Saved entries

:::::

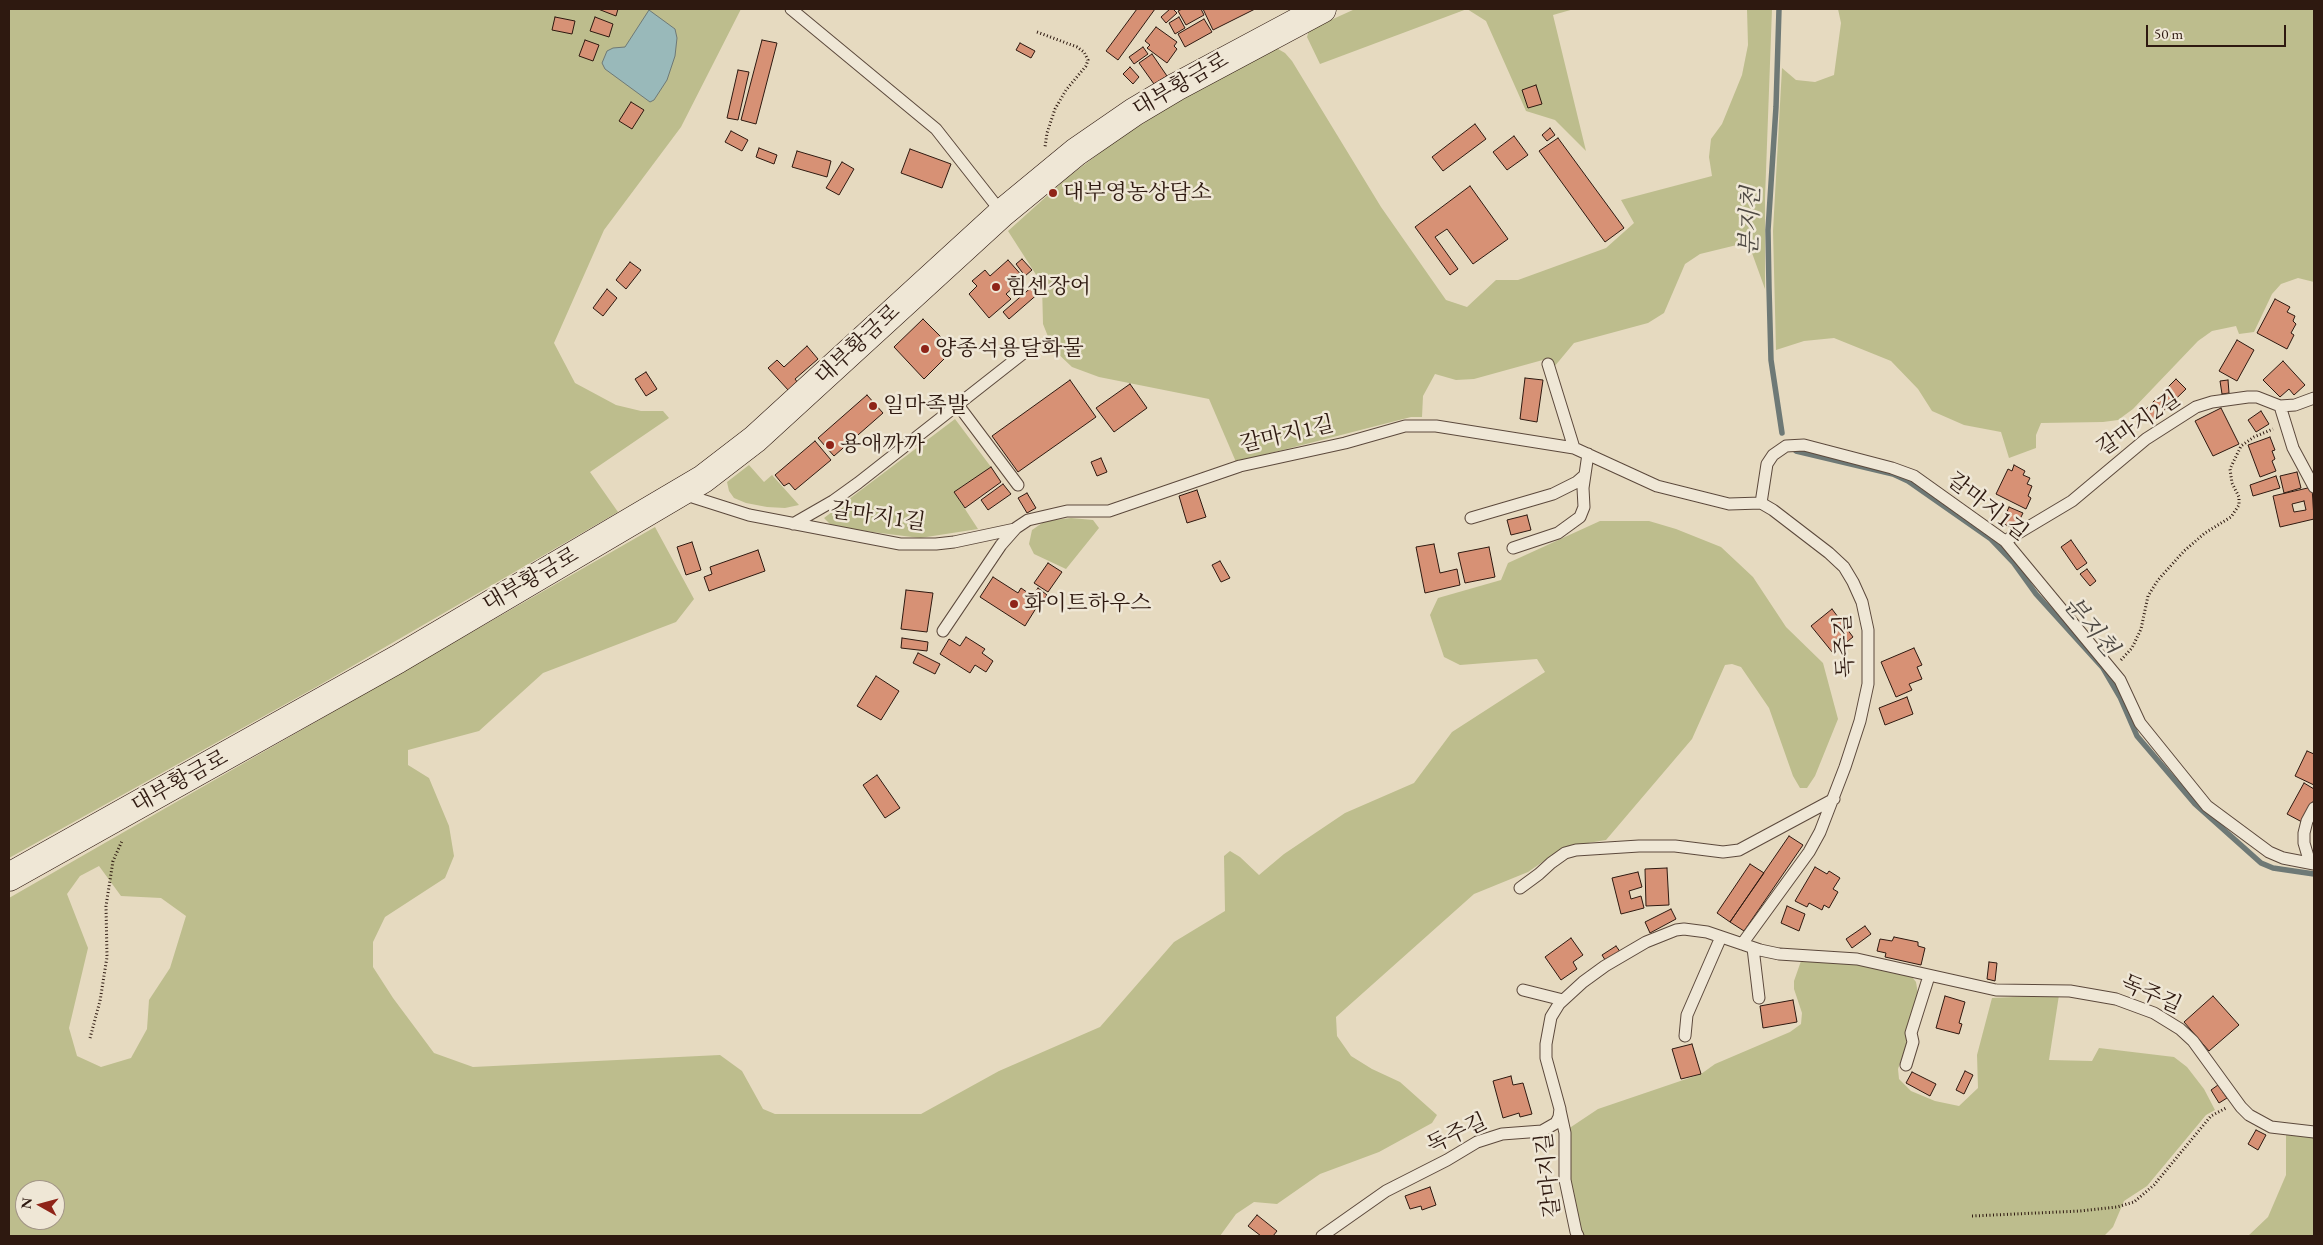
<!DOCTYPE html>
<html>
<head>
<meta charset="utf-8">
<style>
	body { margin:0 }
	#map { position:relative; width:2323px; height:1245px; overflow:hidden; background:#e6dac0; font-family:"EB Garamond",serif }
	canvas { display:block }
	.frame { position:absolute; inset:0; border:10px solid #2e1910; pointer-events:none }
	.north { position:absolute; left:15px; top:1180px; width:50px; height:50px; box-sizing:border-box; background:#efe7d6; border:1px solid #a29587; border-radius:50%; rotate:277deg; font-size:14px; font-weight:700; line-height:20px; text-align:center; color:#2e1910 }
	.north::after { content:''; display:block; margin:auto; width:18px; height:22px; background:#8f2418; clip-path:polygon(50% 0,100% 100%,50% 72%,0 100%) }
	.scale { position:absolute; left:2146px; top:25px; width:140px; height:22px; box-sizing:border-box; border:2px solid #2e1910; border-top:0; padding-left:6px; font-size:15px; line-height:18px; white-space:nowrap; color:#2e1910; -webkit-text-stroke:4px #efe7d6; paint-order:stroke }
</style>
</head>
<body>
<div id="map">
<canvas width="2323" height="1245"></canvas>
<div class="frame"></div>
<div class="north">N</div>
<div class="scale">50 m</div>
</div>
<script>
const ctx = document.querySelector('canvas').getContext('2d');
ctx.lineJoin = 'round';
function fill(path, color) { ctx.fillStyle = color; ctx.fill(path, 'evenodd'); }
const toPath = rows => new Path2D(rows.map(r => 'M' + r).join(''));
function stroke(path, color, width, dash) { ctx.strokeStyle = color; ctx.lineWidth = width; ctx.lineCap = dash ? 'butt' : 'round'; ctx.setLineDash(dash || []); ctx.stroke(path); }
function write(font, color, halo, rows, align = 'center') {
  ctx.font = font + ' "EB Garamond","Noto Serif KR",serif'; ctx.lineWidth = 5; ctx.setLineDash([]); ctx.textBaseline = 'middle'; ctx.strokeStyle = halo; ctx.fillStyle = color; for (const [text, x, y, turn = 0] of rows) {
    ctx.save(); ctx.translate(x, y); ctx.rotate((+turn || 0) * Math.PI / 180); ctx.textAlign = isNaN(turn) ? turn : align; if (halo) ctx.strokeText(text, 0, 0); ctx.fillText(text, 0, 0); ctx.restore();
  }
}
fill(toPath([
	[9,9,741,9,681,127,604,230,554,343,575,383,616,405,641,411,663,411,669,418,590,472,618,512,318,686,9,858],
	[1355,9,1574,9,1553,15,1586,151,1555,120,1526,111,1486,21,1467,9,1320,64,1307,37,1309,30],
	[1747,9,1772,9,1765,198,1765,289,1752,253,1745,243,1700,254,1685,264,1664,313,1648,323,1574,343,1554,367,1550,358,1474,379,1456,380,1435,374,1423,396,1422,417,1411,417,1236,462,1209,399,1099,377,1072,367,1053,349,1043,324,1042,284,1008,231,1068,177,1121,137,1192,93,1271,49,1278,49,1285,53,1292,61,1381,207,1446,300,1467,307,1496,280,1518,280,1606,248,1634,223,1621,200,1712,176,1709,157,1711,139,1722,124,1742,75,1748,45],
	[1838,9,2314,9,2314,282,2298,278,2281,284,2272,294,2254,332,2239,334,2236,326,2212,331,2198,341,2133,409,2118,420,2103,422,2041,423,2036,435,2036,448,2009,458,2001,432,1964,425,1932,411,1918,389,1891,361,1834,338,1804,341,1776,350,1773,231,1782,68,1796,80,1815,82,1834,75,1841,23],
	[955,419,991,467,954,492,978,529,920,538,833,527,824,518],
	[749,465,764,482,772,475,799,505,785,508,767,507,746,503,734,498,729,491,727,482],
	[1071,518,1093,520,1099,528,1066,569,1034,554,1029,544,1032,530,1045,521],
	[1600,521,1649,521,1676,529,1721,547,1753,577,1786,627,1823,663,1838,719,1815,776,1807,788,1800,788,1793,776,1769,708,1741,667,1732,664,1725,665,1692,739,1606,840,1564,847,1528,872,1474,894,1336,1017,1337,1036,1351,1056,1372,1069,1400,1082,1437,1115,1432,1123,1379,1152,1320,1174,1277,1204,1254,1202,1236,1214,1220,1236,9,1236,9,898,655,527,694,599,676,622,543,673,479,731,408,750,408,765,429,778,449,826,454,856,445,878,385,917,373,942,373,967,393,998,434,1053,473,1067,720,1055,742,1071,763,1109,775,1114,921,1114,999,1071,1100,1027,1174,942,1225,911,1224,856,1230,851,1240,857,1259,875,1284,854,1345,813,1414,783,1452,732,1545,672,1537,659,1460,665,1444,657,1430,615,1438,598,1501,580,1508,563],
	[99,866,121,896,161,898,186,916,170,968,149,1000,147,1029,131,1058,101,1067,77,1056,69,1028,88,948,67,894,80,876],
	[25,1190,55,1190,55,1220,25,1220],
	[1825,959,1846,961,1912,977,1916,982,1918,994,1907,1027,1906,1045,1898,1069,1899,1079,1911,1091,1935,1101,1959,1106,1978,1088,1977,1055,1992,998,2059,995,2049,1060,2092,1061,2099,1048,2174,1057,2187,1067,2204,1089,2215,1110,2206,1115,2147,1186,2124,1201,2113,1227,2104,1236,1584,1236,1579,1229,1568,1173,1568,1129,1598,1109,1701,1074,1715,1064,1790,1032,1801,1024,1802,1013,1794,989,1794,981,1801,961],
	[2286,1135,2314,1137,2314,1236,2248,1236,2268,1217,2286,1175]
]), '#bdbd8d');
const water = toPath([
	[649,10,675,29,677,38,675,56,667,80,654,100,650,102,605,69,602,63,607,51,613,48,625,47,649,10]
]);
fill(water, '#99b9ba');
stroke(water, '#6e7976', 1);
stroke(toPath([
	[1779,9,1776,107,1768,230,1769,288,1771,360,1782,433],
	[1796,451,1893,474,1908,481,1991,539,2013,562,2036,594,2103,668,2120,697,2137,736,2195,804,2261,863,2273,868,2314,874]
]), '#6e7976', 5.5);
const building = toPath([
	[598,9,618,9,616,16,598,9],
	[1137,9,1155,9,1118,60,1106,51,1137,9],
	[1170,9,1173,9,1177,13,1166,23,1161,17,1170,9],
	[1182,9,1201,9,1204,15,1186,25,1178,11,1182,9],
	[1203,9,1255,9,1213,30,1203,9],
	[555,17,575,21,572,34,552,30,555,17],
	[595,17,613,24,609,37,590,31,595,17],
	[1179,17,1185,28,1175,34,1169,23,1179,17],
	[1204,19,1212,32,1185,47,1178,34,1204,19],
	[1156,27,1177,42,1174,46,1177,49,1167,63,1147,48,1150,45,1145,41,1156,27],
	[585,40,599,45,593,61,579,56,585,40],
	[762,40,777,43,756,124,741,120,762,40],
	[1020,43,1035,51,1031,58,1016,50,1020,43],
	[1143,47,1148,54,1134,64,1129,57,1143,47],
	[1152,54,1167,76,1154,84,1139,63,1152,54],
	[1130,67,1139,77,1133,84,1123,74,1130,67],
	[738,70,749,72,738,120,727,118,738,70],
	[1536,85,1542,104,1528,108,1522,90,1536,85],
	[631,102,644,110,632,129,619,121,631,102],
	[1475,124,1486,139,1443,171,1432,157,1475,124],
	[1550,128,1555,135,1547,141,1542,135,1550,128],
	[731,131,748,140,742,151,725,142,731,131],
	[1514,136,1528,155,1507,170,1493,152,1514,136],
	[1558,138,1624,228,1605,242,1539,151,1558,138],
	[759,148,777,155,774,164,756,157,759,148],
	[910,149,951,164,942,188,901,173,910,149],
	[797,151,831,161,827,177,792,167,797,151],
	[842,162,854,169,839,195,826,188,842,162],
	[1470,186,1508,239,1473,264,1447,229,1435,237,1458,269,1450,275,1415,227,1470,186],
	[1022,259,1032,270,1025,276,1016,264,1022,259],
	[1008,260,1024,278,1006,294,1011,299,989,318,969,294,977,286,972,281,985,270,990,276,1008,260],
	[630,262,641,270,626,289,616,280,630,262],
	[1034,285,1040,292,1009,319,1003,312,1034,285],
	[607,289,617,298,603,316,593,308,607,289],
	[2275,299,2290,307,2287,312,2295,316,2293,321,2296,324,2291,333,2294,335,2287,349,2257,333,2275,299],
	[923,319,946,342,943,346,950,353,924,379,894,347,923,319],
	[2237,340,2254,350,2237,381,2219,371,2237,340],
	[807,346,818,359,795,379,798,383,789,391,768,368,777,360,784,367,807,346],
	[2283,361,2305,385,2294,395,2289,389,2280,397,2263,380,2283,361],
	[646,372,657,389,646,396,635,379,646,372],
	[1525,378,1543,380,1537,422,1520,419,1525,378],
	[2176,379,2186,389,2152,422,2143,412,2176,379],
	[1070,380,1096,417,1018,472,992,436,1070,380],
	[2228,380,2229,393,2222,394,2220,381,2228,380],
	[1130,384,1147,408,1114,432,1096,408,1130,384],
	[867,395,883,413,834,456,818,438,867,395],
	[2221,408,2239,444,2213,456,2195,421,2221,408],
	[2261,411,2269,424,2256,432,2248,420,2261,411],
	[2270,437,2275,450,2272,451,2275,459,2272,461,2276,471,2260,477,2248,445,2270,437],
	[815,441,831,460,795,490,789,483,784,486,775,475,815,441],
	[1101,458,1107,472,1097,476,1091,462,1101,458],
	[2014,465,2025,471,2023,475,2030,478,2027,484,2032,486,2028,496,2031,498,2026,509,1996,494,2008,469,2012,471,2014,465],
	[991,467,1001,482,965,508,954,492,991,467],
	[2297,472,2301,488,2284,493,2280,476,2297,472],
	[2276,476,2280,488,2253,496,2250,485,2276,476],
	[1003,484,1011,494,988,510,981,500,1003,484],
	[2312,487,2314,519,2280,527,2273,496,2312,487],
	[2304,501,2306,510,2294,512,2292,504,2304,501],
	[1197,490,1206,517,1187,523,1179,496,1197,490],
	[1027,493,1036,508,1027,513,1018,498,1027,493],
	[2009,507,2023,513,2015,529,2002,523,2009,507],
	[1527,515,1531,530,1511,535,1507,520,1527,515],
	[2071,540,2087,563,2077,570,2061,547,2071,540],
	[692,542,701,570,686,575,677,547,692,542],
	[1434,544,1440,573,1457,569,1460,585,1425,593,1416,547,1434,544],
	[1489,547,1495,577,1465,583,1458,553,1489,547],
	[758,550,765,571,709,591,704,577,712,574,710,567,758,550],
	[1220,561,1230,578,1221,582,1212,565,1220,561],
	[1048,563,1062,572,1048,592,1034,583,1048,563],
	[2087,569,2096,581,2090,586,2080,574,2087,569],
	[993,577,1018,593,1021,588,1031,595,1028,599,1038,605,1025,626,980,597,993,577],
	[1038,588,1047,595,1041,604,1031,598,1038,588],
	[906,590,933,593,927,632,901,629,906,590],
	[1832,609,1853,637,1833,653,1811,626,1832,609],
	[966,637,985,649,982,653,993,661,986,672,975,665,970,673,940,654,949,639,960,646,966,637],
	[902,638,928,642,927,651,901,648,902,638],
	[1914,648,1922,665,1917,667,1922,679,1909,684,1912,690,1896,697,1881,662,1914,648],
	[918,653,940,664,935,674,913,663,918,653],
	[876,676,899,691,881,720,857,706,876,676],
	[1907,697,1913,714,1885,725,1879,708,1907,697],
	[2307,751,2314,754,2314,785,2295,776,2307,751],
	[877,775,900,808,885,818,863,785,877,775],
	[2304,783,2314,789,2314,800,2302,822,2287,814,2304,783],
	[1789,836,1803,845,1744,931,1730,922,1789,836],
	[1750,864,1764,873,1730,922,1717,913,1750,864],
	[1815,867,1827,874,1829,871,1840,878,1833,889,1838,892,1829,908,1824,905,1822,910,1809,903,1807,907,1795,901,1815,867],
	[1667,868,1669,905,1646,906,1645,869,1667,868],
	[1638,872,1642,887,1629,891,1631,899,1641,896,1644,908,1621,914,1612,878,1638,872],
	[1787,906,1805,914,1799,931,1781,923,1787,906],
	[1671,909,1676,919,1650,933,1645,922,1671,909],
	[1865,926,1871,934,1852,948,1846,939,1865,926],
	[1894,937,1918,942,1918,946,1925,948,1921,965,1885,957,1886,953,1877,951,1880,939,1892,941,1894,937],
	[1571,938,1583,955,1573,962,1577,969,1561,980,1545,957,1571,938],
	[1616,946,1621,953,1607,963,1602,955,1616,946],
	[1989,962,1997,963,1995,981,1987,979,1989,962],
	[1945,996,1965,1002,1959,1023,1962,1024,1959,1034,1936,1028,1945,996],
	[2213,996,2239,1025,2209,1051,2184,1022,2213,996],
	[1793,1000,1797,1022,1763,1028,1760,1006,1793,1000],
	[1692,1044,1701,1074,1681,1079,1672,1049,1692,1044],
	[1965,1071,1973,1075,1964,1094,1956,1090,1965,1071],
	[1912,1072,1936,1084,1930,1096,1906,1083,1912,1072],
	[1511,1076,1513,1085,1523,1083,1532,1114,1520,1117,1519,1113,1503,1118,1493,1081,1511,1076],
	[2218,1085,2227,1098,2219,1103,2211,1090,2218,1085],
	[2256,1130,2266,1135,2258,1150,2248,1144,2256,1130],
	[1430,1187,1436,1205,1422,1210,1421,1206,1410,1209,1405,1196,1430,1187],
	[1257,1215,1277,1231,1273,1236,1261,1236,1248,1226,1257,1215]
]);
fill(building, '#d79175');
stroke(building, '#2e1910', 1);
const service = toPath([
	[791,9,936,129,1002,213],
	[1548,364,1574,448],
	[958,405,1018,485],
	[2280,406,2293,448,2314,487],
	[683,494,749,515,900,544,936,544,954,542,1015,529],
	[1761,503,1767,464,1773,455,1786,446,1804,445,1892,468,1914,476,2005,541,2120,680,2140,723,2207,806,2269,852,2283,858,2314,864],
	[1471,518,1553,494,1577,482,1585,475],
	[793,524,833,501,858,483,1030,348],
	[2005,541,2072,501,2146,439,2196,407,2212,402,2248,397,2257,397,2280,406,2295,405,2314,398],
	[1513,548,1558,533,1580,517,1584,507,1583,488,1588,454],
	[943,631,1001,545,1016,528,1028,520,1067,511,1109,511,1240,466,1345,443,1405,426,1436,426,1574,448,1657,486,1729,504,1761,503],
	[2310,863,2304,843,2304,833,2307,821,2314,808],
	[1520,888,1539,874,1551,863,1565,853,1576,850,1639,846,1675,846,1723,852,1739,850,1834,799],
	[1742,944,1809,852,1820,832,1845,767,1860,721,1868,684,1868,630,1862,602,1853,582,1844,567,1829,553,1773,510,1761,503],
	[1753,948,1759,998],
	[1523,990,1563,1000],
	[1685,1036,1687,1015,1721,937],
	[1906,1065,1913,1042,1911,1033,1929,976],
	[1560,1110,1565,1133,1565,1180,1576,1232,1578,1236],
	[1322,1236,1386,1191,1447,1160,1477,1142,1502,1134,1542,1131,1556,1123,1559,1117,1560,1109,1546,1058,1546,1044,1551,1017,1559,1004,1583,982,1605,966,1646,942,1676,930,1684,929,1707,932,1760,950,1779,954,1857,959,1996,990,2070,991,2116,999,2154,1013,2180,1029,2193,1041,2241,1107,2249,1115,2271,1127,2314,1132]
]);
const secondary = toPath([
	[9,877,398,659,703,479,755,439,1002,213,1076,152,1134,112,1176,87,1322,9]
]);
stroke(service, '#5c493c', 13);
stroke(secondary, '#2e1910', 29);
stroke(toPath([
	[1037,32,1077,47,1084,52,1088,60,1086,66,1066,90,1055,109,1047,133,1045,147],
	[2121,660,2132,648,2141,629,2148,596,2158,580,2184,551,2205,533,2231,517,2239,505,2239,497,2232,483,2230,469,2241,446,2254,437,2273,429],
	[90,1038,100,1001,107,957,106,906,113,861,122,841],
	[1972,1216,2080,1211,2117,1207,2134,1202,2154,1185,2211,1116,2226,1108]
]), '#2e1910', 3, [1, 2.5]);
stroke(service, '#efe7d6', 11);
stroke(secondary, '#efe7d6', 28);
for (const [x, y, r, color] of [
	[1053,193,5,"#8f2418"],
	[996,287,5,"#8f2418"],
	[925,349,5,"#8f2418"],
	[873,406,5,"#8f2418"],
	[830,445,5,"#8f2418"],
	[1014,604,5,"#8f2418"]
]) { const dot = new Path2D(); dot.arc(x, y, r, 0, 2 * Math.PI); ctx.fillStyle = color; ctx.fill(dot); stroke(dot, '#efe7d6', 2); }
write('22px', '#2e1910', '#efe7d6', [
	["대부황금로",1181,85,-30],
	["대부황금로",858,345,-43],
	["갈마지2길",2139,424,-35],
	["갈마지1길",1287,435,-13],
	["갈마지1길",1987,507,38],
	["갈마지1길",878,517,8],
	["대부황금로",531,580,-30],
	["독주길",1845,646,-93],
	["대부황금로",180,782,-29],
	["독주길",2151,995,24],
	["독주길",1457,1134,-25],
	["갈마지길",1549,1175,-96]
]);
write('22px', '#2e1910', '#efe7d6', [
	["대부영농상담소",1063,193],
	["힘센장어",1006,287],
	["양종석용달화물",935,349],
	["일마족발",883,406],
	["용애까까",840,445],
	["화이트하우스",1024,604]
], 'left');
write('italic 24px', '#4e4943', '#efe7d6', [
	["분지천",1751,221,-88],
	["분지천",2090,627,50]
]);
</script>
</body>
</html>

:::::

Review the preceding data and report every line that includes the string "canvas".

* [SOLUTION FOR THIS EXERCISE]
	canvas { display:block }
<canvas width="2323" height="1245"></canvas>
const ctx = document.querySelector('canvas').getContext('2d');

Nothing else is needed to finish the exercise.